Które posadzisz w tym samym miejscu, gdzie patogeny tylko czekają na nową ofiarę
"Wyrzuciłem telewizor na śmietnik, a w radiu urwałem gałkę, tak aby nikt z rodziny nie mógł zmienić stacji i teraz jest tylko wasze radio u mnie w domu. I jestem naprawdę wolnym człowiekiem."
aśka2006 pisze:Czy rdza gruszy doprowadza do obumarcia drzewa?

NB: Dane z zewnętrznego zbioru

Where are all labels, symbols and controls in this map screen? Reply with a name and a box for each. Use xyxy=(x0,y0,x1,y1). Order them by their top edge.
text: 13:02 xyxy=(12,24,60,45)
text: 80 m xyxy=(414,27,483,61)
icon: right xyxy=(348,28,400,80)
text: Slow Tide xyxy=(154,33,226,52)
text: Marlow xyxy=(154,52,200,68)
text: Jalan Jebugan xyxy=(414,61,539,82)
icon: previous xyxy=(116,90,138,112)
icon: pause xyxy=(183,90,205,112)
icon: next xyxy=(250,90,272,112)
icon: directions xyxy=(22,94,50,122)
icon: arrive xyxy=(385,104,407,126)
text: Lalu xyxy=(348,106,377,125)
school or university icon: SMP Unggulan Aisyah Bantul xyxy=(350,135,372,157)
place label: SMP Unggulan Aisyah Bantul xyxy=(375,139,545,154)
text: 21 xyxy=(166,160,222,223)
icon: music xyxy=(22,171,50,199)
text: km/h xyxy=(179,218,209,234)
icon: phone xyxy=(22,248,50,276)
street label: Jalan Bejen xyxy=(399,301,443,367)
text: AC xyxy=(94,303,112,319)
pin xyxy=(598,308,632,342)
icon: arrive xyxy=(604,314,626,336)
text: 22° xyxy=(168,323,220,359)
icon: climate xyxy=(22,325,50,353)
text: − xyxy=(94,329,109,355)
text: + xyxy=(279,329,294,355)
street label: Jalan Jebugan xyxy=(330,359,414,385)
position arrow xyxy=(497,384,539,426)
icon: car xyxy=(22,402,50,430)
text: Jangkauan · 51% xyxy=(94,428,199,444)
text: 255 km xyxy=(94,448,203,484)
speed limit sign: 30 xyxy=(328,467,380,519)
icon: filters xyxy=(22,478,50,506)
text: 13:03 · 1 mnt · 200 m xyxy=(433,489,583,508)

Nie wiem czy opłaca się wyciąć jałowce?
Czy po prostu systematycznie pryskać?
Raczej nie prowadzi do obumarcia gruszy, obniżać plon może, bo redukuje jeśli w dużym nasileniu powierzchnię blaszki liściowej
u jałowca prowadzi do powolnego zamierania pędu więć opłaca się wyciąć zainfekowane częśći i spalić (nie na kompostownik)
No dobrze...a co mam zrobić gdy mnie otacza kikaset działek?
Przeciez nierealnym jest dojście kto "bruździ".... poza tym sąsiad może mieć problem "w nosie" i nie podjąć żadnych działań.
Czy możliwa jest koegzystencja polegająca na corocznym opryskiwaniu gruszy w/w preparatami?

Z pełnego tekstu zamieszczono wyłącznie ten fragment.